Obvious things about real-time transactions

The number of times a payment can be exchanged before it’s worth $0 assuming the service exchanging the money carries a 3% + 30 cent fee is pretty predictable.

If you start with $100 dollars in such a system you can exchange it 79 times before it’s worth $0.

With Dwolla’s network, as of last week, money retains value as it is exchanged regardless of how much is moved.

  • $1 sent is $1 received.
  • $1,000,000 sent is $1,000,000 received.

The number of times a dollar can be exchanged is only limited by the technical capabilities of the underlying system that is used to move that money.

As most of you know… Everyone in one form or another uses the batch based systems that drive our economy.

Dwolla’s recent change isn’t just about getting a lot of people free ACH services but about leveraging that to build something better.

It’s not trivial to consider how often you can exchange money with a batch system versus a real-time system that is available 24 hours a day, but we don’t talk about it very often. We should.
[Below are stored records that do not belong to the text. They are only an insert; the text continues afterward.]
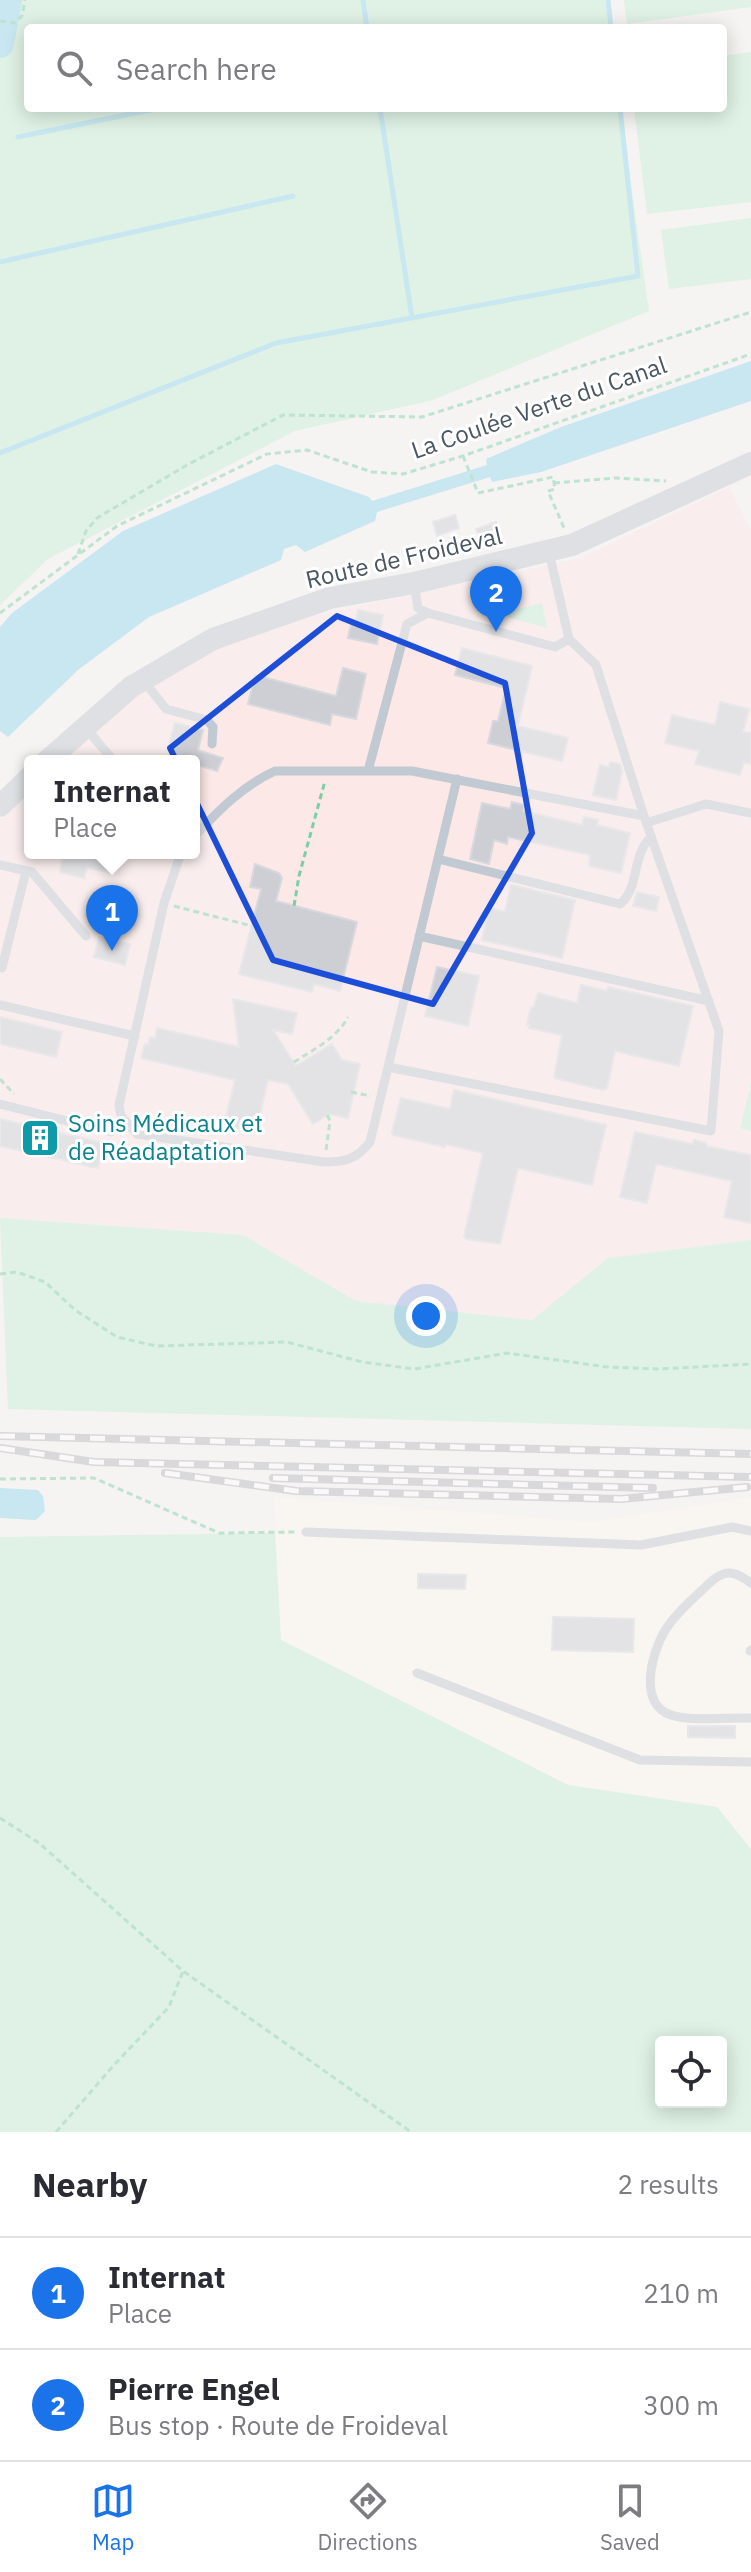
<!DOCTYPE html>
<html lang="en">
<head>
<meta charset="utf-8">
<style>
  body { margin:0; font-family:"IBM Plex Sans",sans-serif; background:#f7f7f7; color:#2b2b33 }
  .controls { position:absolute; right:24px; bottom:24px; display:grid; overflow:hidden; border-radius:8px; box-shadow:0 4px 20px #0003 }
  .controls button { width:72px; height:72px; display:grid; place-items:center; padding:0; border:0; border-bottom:2px solid #e1e1e2; background:#fff; color:#2b2b33; font:40px sans-serif }
  .you { position:absolute; left:426px; top:1316px; width:28px; height:28px; margin:-20px; border:6px solid #fff; border-radius:50%; background:#1a73e8; box-shadow:0 0 0 12px #1a73e833 }
  .badge { display:grid; place-items:center; width:52px; height:52px; border-radius:50%; background:#1a73e8; color:#fff; font-size:26px; font-weight:700 }
  .pin { position:absolute; translate:-50% -66px; filter:drop-shadow(0 2px 4px #0008) }
  .pin::after { content:''; position:absolute; top:42px; width:28px; height:24px; background:inherit; clip-path:polygon(0 0,100% 0,50% 100%) }
  .popup { position:absolute; left:24px; top:755px; width:176px; height:104px; box-sizing:border-box; display:grid; place-content:center; border-radius:8px; background:#fff; filter:drop-shadow(0 2px 6px #0005); font-size:26px; white-space:nowrap; color:#7c7c81 }
  .popup b { font-size:30px; color:#2b2b33 }
  .popup::after { content:''; position:absolute; left:50%; top:100%; margin-left:-16px; border:16px solid transparent; border-top-color:#fff }
  .list { margin:0; padding:0; list-style:none }
  h2 { display:flex; justify-content:space-between; align-items:center; height:104px; margin:0; padding:0 32px; font-size:34px }
  h2 small { font-size:26px; font-weight:400; color:#7c7c81 }
  .list li { display:grid; grid-template-columns:52px 1fr auto; gap:24px; align-items:center; box-sizing:border-box; height:112px; padding:0 32px; border-top:2px solid #e1e1e2 }
  .list b { display:block; font-size:30px; white-space:nowrap }
  .list p { margin:0; font-size:26px; white-space:nowrap; color:#7c7c81 }
  .list em { font-size:26px; font-style:normal; color:#7c7c81 }
  .icon { flex:none; width:44px; height:44px; fill:none; stroke:currentColor; stroke-width:2; stroke-linecap:round; stroke-linejoin:round }
  .map { position:relative; flex:none; width:751px; height:2132px; overflow:hidden }
  .search { position:absolute; background:#fff; box-shadow:0 4px 20px #0003; left:24px; right:24px; top:24px; height:88px; display:flex; align-items:center; gap:20px; box-sizing:border-box; padding:0 28px; border-radius:8px; color:#7c7c81; font-size:30px }
  .sheet { height:328px; background:#fff }
  nav { display:flex; justify-content:space-around; align-items:center; box-sizing:border-box; height:112px; border-top:2px solid #e1e1e2; background:#fff; font-size:22px; color:#7c7c81 }
  nav a { display:grid; justify-items:center; gap:4px }
  nav .on { color:#1a73e8 }
  .map>svg:first-child { display:block }
  .commercial { fill:#fdf9ef }
  .medical { fill:#fce8e6 }
  .green { fill:#c3f1d5; fill-rule:evenodd }
  .water { fill:#90daee }
  .lines { fill:none; stroke-linecap:round; stroke-linejoin:round }
  .stream { stroke:#90daee; stroke-width:5 }
  .river { stroke:#90daee; stroke-width:28 }
  .building { fill:#cdcfd5; stroke:#d7d9de; stroke-width:2 }
  .path { stroke:#7ad0a6; stroke-width:3; stroke-dasharray:6 4; stroke-linecap:butt }
  .service { stroke:#c1cad2; stroke-width:9 }
  .tertiary { stroke:#c1cad2; stroke-width:22 }
  .rail-casing { stroke:#b5b8bd; stroke-width:8 }
  .rail { stroke:#fff; stroke-width:5; stroke-dasharray:15; stroke-linecap:butt }
  .marked { fill:none; stroke:#1d4ed8; stroke-width:6; stroke-linejoin:round }
  .labels { text-anchor:middle; stroke-width:6; stroke-linejoin:round; paint-order:stroke }
  .street-label { font-size:24px; fill:#4a5661; stroke:#fff }
  .culture-label { font-size:24px; fill:#0d838f; stroke:#fff; text-anchor:start }
</style>
</head>
<body>
<div class="map">
<svg width="751" height="2132" viewBox="0 0 751 2132">
  <rect width="100%" height="100%" fill="#f5f3f3"/>
  <path class="commercial" d="M 274,1497 L 593,1522 L 751,1497 L 751,1849 L 717,1807 L 568,1785 L 281,1639 Z"/>
  <path class="medical" d="M 729,487 L 751,531 L 751,1084 L 740,1127 L 751,1131 L 751,1240 L 608,1258 L 532,1320 L 356,1301 L 243,1235 L 0,1218 L 0,819 L 30,792 L 30,853 L 194,853 L 194,761 L 64,761 L 130,700 L 201,655 L 289,621 L 581,558 Z"/>
  <path class="green" d="M 0,0 L 605,0 L 609,28 L 28,28 L 28,108 L 620,108 L 649,311 L 433,400 L 295,431 L 48,559 L 0,605 Z
    M 624,0 L 751,0 L 751,7 L 627,24 Z
    M 751,52 L 751,202 L 647,214 L 634,108 L 723,108 L 723,56 Z
    M 751,218 L 751,279 L 669,289 L 661,230 Z
    M 542,603 L 547,628 L 496,614 Z
    M 751,1084 L 751,1131 L 740,1128 Z
    M 0,1218 L 243,1235 L 356,1301 L 532,1320 L 608,1258 L 751,1240 L 751,1429 L 8,1409 Z
    M 275,1533 L 281,1640 L 568,1785 L 717,1807 L 751,1849 L 751,2132 L 0,2132 L 0,1537 ZM 661,2042 L 721,2042 L 721,2102 L 661,2102 Z"/>
  <path class="water" d="M 751,361 L 751,401 L 541,472 L 492,482 L 490,477 L 377,512 L 375,521 L 305,552 L 296,545 L 284,549 L 281,560 L 149,617 L 78,670 L 8,737 L 0,731 L 0,627 L 12,613 L 123,531 L 276,464 L 369,497 L 372,501 L 487,465 L 486,459 L 561,427 Z
    M 0,1488 L 38,1490 L 43,1496 L 45,1511 L 36,1520 L 0,1518 Z"/>
  <g class="lines">
    <path class="stream" d="M 363,0 L 367,28
      M 608,0 L 611,28
      M 380,108 L 412,318
      M 18,137 L 160,108
      M 0,262 L 293,196
      M 0,453 L 276,343 L 638,276 L 620,108"/>
    <path class="river" d="M 0,44 L 8,0"/>
  </g>
  <path class="building" d="M 455,515 L 459,528 L 437,536 L 433,522 Z
    M 496,522 L 500,536 L 481,543 L 476,529 Z
    M 358,610 L 383,615 L 377,644 L 348,638 L 351,623 L 355,624 Z
    M 462,648 L 532,666 L 518,726 L 568,738 L 562,761 L 488,743 L 493,721 L 498,721 L 506,688 L 455,675 Z
    M 343,668 L 366,674 L 356,719 L 332,714 L 330,725 L 248,704 L 255,675 L 336,696 Z
    M 720,702 L 749,709 L 743,732 L 751,733 L 751,764 L 744,762 L 740,775 L 695,764 L 699,751 L 665,743 L 672,715 L 715,725 Z
    M 175,723 L 203,730 L 198,750 L 223,758 L 217,771 L 194,764 L 194,761 L 170,761 L 174,746 L 169,745 Z
    M 610,762 L 620,764 L 622,771 L 616,800 L 593,795 L 600,765 L 609,767 Z
    M 512,802 L 524,805 L 523,811 L 582,825 L 584,817 L 598,820 L 597,825 L 630,833 L 621,873 L 589,866 L 590,855 L 508,837 L 507,844 L 494,840 L 489,864 L 470,859 L 482,803 L 510,809 Z
    M 64,853 L 112,857 L 109,872 L 87,868 L 84,878 L 60,872 Z
    M 255,864 L 279,873 L 282,878 L 276,901 L 357,922 L 340,991 L 314,984 L 312,992 L 239,974 L 261,889 L 250,887 Z
    M 511,885 L 575,900 L 562,958 L 482,940 L 489,908 L 505,912 Z
    M 637,892 L 659,897 L 656,911 L 633,906 Z
    M 99,937 L 130,944 L 125,965 L 94,957 Z
    M 437,967 L 479,976 L 468,1026 L 425,1016 Z
    M 581,985 L 607,991 L 608,987 L 693,1006 L 679,1066 L 615,1051 L 607,1088 L 603,1090 L 554,1078 L 562,1035 L 529,1028 L 530,1025 L 527,1025 L 530,1011 L 532,1007 L 534,1007 L 538,993 L 577,1003 Z
    M 233,999 L 297,1013 L 292,1034 L 273,1030 L 296,1066 L 332,1044 L 342,1060 L 360,1064 L 348,1118 L 329,1114 L 313,1124 L 288,1084 L 268,1080 L 256,1132 L 224,1125 L 235,1080 L 141,1058 L 145,1044 L 148,1045 L 150,1037 L 155,1038 L 157,1028 L 239,1047 Z
    M 0,1017 L 62,1032 L 56,1057 L 0,1044 Z
    M 454,1090 L 606,1125 L 592,1185 L 518,1168 L 500,1244 L 466,1239 L 464,1236 L 483,1153 L 445,1144 L 445,1147 L 393,1135 L 392,1132 L 401,1098 L 450,1109 Z
    M 0,1119 L 104,1143 L 98,1168 L 0,1146 Z
    M 635,1132 L 693,1144 L 694,1140 L 706,1143 L 706,1146 L 751,1155 L 751,1223 L 724,1217 L 732,1181 L 656,1164 L 647,1203 L 620,1197 Z
    M 418,1574 L 466,1575 L 465,1589 L 418,1588 Z
    M 553,1617 L 634,1619 L 633,1652 L 552,1650 Z
    M 688,1726 L 735,1726 L 735,1738 L 688,1737 Z"/>
  <g class="lines">
    <path class="path" d="M 0,21 L 14,23 L 22,16 L 25,0
      M 463,456 L 478,493 L 553,477 L 555,489 L 548,491 L 564,528
      M 554,483 L 615,478 L 666,481
      M 78,554 L 86,531 L 97,518 L 187,465 L 283,415 L 422,417 L 751,312
      M 0,613 L 117,526 L 267,454 L 307,450 L 372,472 L 403,474 L 463,456 L 751,354
      M 174,906 L 252,926
      M 294,906 L 299,876 L 325,781
      M 294,1062 C 313,1050 337,1038 348,1017
      M 0,1079 L 14,1094
      M 351,1092 L 371,1096
      M 326,1150 L 330,1121 L 327,1114
      M 0,1274 L 17,1272 L 45,1282 L 75,1310 L 117,1337 L 156,1346 L 287,1342 L 362,1362 L 415,1369 L 507,1353 L 607,1367 L 658,1369 L 751,1364
      M 0,1479 L 94,1478 L 219,1533 L 297,1532
      M 0,1818 L 39,1843 L 183,1971 L 411,2132
      M 56,2132 L 114,2065 L 169,2007 L 183,1971"/>
    <path class="service" d="M 414,583 L 418,608 L 428,613 L 555,647 L 569,639 L 549,552
      M 143,680 L 166,709 L 207,720 L 213,727 L 212,744
      M 85,727 L 112,759 L 116,761
      M 368,771 L 407,624 L 428,613
      M 646,823 L 706,804 L 751,813
      M 194,837 C 218,811 242,786 275,771 L 412,771 L 644,816
      M 181,853 L 164,903 L 119,1105 L 121,1116 L 137,1134 L 324,1162 C 345,1162 357,1159 370,1142 L 457,779
      M 438,859 L 620,904 C 640,888 631,856 651,837
      M 0,865 L 32,872 L 86,936
      M 419,936 L 709,1001
      M 2,968 L 26,871
      M 0,1005 L 135,1036
      M 388,1067 L 711,1131 L 719,1031 L 644,816 L 596,665 L 569,639
      M 0,1104 L 111,1132 L 127,1124
      M 306,1532 L 641,1545 L 732,1527 L 751,1531
      M 751,1583 C 744,1578 737,1573 729,1573 C 717,1573 707,1586 699,1593 C 687,1604 675,1615 666,1629 C 652,1651 637,1704 671,1715 C 692,1722 729,1717 751,1718
      M 750,1651 L 751,1650
      M 417,1673 L 640,1760 L 751,1762"/>
    <path class="tertiary" d="M 47,761 L 131,687 L 213,639 L 330,598 L 414,583 L 572,545 L 751,463
      M 0,806 L 30,777"/>
    <defs>
      <path id="rail" d="M 0,1436 L 751,1454
        M 0,1448 L 94,1462 L 751,1477
        M 165,1473 L 296,1491 L 621,1499 L 747,1487
        M 273,1478 L 653,1488"/>
    </defs>
    <use href="#rail" class="rail-casing"/>
    <use href="#rail" class="rail"/>
  </g>
  <path d="M0 0H751V2132H0ZM 337,616 L 505,683 L 532,833 L 433,1004 L 273,960 L 170,748 Z" fill="#f5f3f3" fill-opacity=".55" fill-rule="evenodd"/>
  <path class="marked" d="M 337,616 L 505,683 L 532,833 L 433,1004 L 273,960 L 170,748 Z"/>
  <defs>
    <symbol id="building-square" viewBox="-11 -11 22 22"><rect x="-9" y="-9" width="18" height="18" rx="4" fill="#0f9aa8" stroke="#fff"/><path d="M-4-6H4V6H1V3H-1V6H-4ZM-2.5-4.3h1.7v1.8h-1.7ZM.8-4.3h1.7v1.8H.8ZM-2.5-1h1.7V.8h-1.7ZM.8-1h1.7V.8H.8Z" fill="#fff"/></symbol>
  </defs>
  <g fill-rule="evenodd">
    <use href="#building-square" x="18" y="1116" width="44" height="44"/>
  </g>
  <g class="labels">
    <g class="street-label">
      <text transform="translate(539 408) rotate(-19)" y="8">La Coulée Verte du Canal</text>
      <text transform="translate(404 558) rotate(-13)" y="8">Route de Froideval</text>
    </g>
    <g class="culture-label">
      <text x="68" y="1132">Soins Médicaux et<tspan x="68" dy="28">de Réadaptation</tspan></text>
    </g>
  </g>
</svg>
<div class="controls">
<button><svg class="icon" aria-label="locate" viewBox="0 0 24 24"><circle cx="12" cy="12" r="6"/><path d="M12 2v4M12 18v4M2 12h4M18 12h4"/></svg></button>
</div>
<div class="you"></div>
<div class="pin badge" style="left:112px;top:951px">1</div>
<div class="popup"><b>Internat</b>Place</div>
<div class="pin badge" style="left:496px;top:632px">2</div>
<div class="search"><svg class="icon" aria-label="search" viewBox="0 0 24 24"><circle cx="10" cy="10" r="6"/><path d="M15 15l6 6"/></svg>Search here</div>
</div>
<section class="sheet">
<h2>Nearby<small>2 results</small></h2>
<ul class="list">
<li><span class="badge">1</span><div><b>Internat</b><p>Place</p></div><em>210 m</em></li>
<li><span class="badge">2</span><div><b>Pierre Engel</b><p>Bus stop · Route de Froideval</p></div><em>300 m</em></li>
</ul>
</section>
<nav>
<a class="on"><svg class="icon" aria-label="map" viewBox="0 0 24 24"><path d="M3 6l6-2 6 2 6-2v14l-6 2-6-2-6 2zM9 4v14M15 6v14"/></svg>Map</a>
<a><svg class="icon" aria-label="directions" viewBox="0 0 24 24"><path d="M12 3l9 9-9 9-9-9zM9 14v-3h6M13 9l2 2-2 2"/></svg>Directions</a>
<a><svg class="icon" aria-label="saved" viewBox="0 0 24 24"><path d="M7 4h10v16l-5-4-5 4z"/></svg>Saved</a>
</nav>
</body>
</html>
When you look at these 2 systems side by side the difference is pretty stark:

The amount of time required to exchange a payment 86,400 times using the batch system limited to one time per day is… 236 years.

This is generous because we’re assuming the batch system operates 365 days per year. It does not. I thought the example was extreme enough without removing weekends and bank holidays…

Think about that for a moment… Where real-time is available, and it is available, the variables change dramatically.

When you take 236 years of possibilities and compound it into a single day something is bound to happen.

I’ve talked about this before in the context of days.

I don’t know what will happen but I’d wager something will. I’d also wager the next big innovation isn’t going to come from Dwolla but from developers realizing opportunities in the market we never even saw before let alone had the technology to pull off.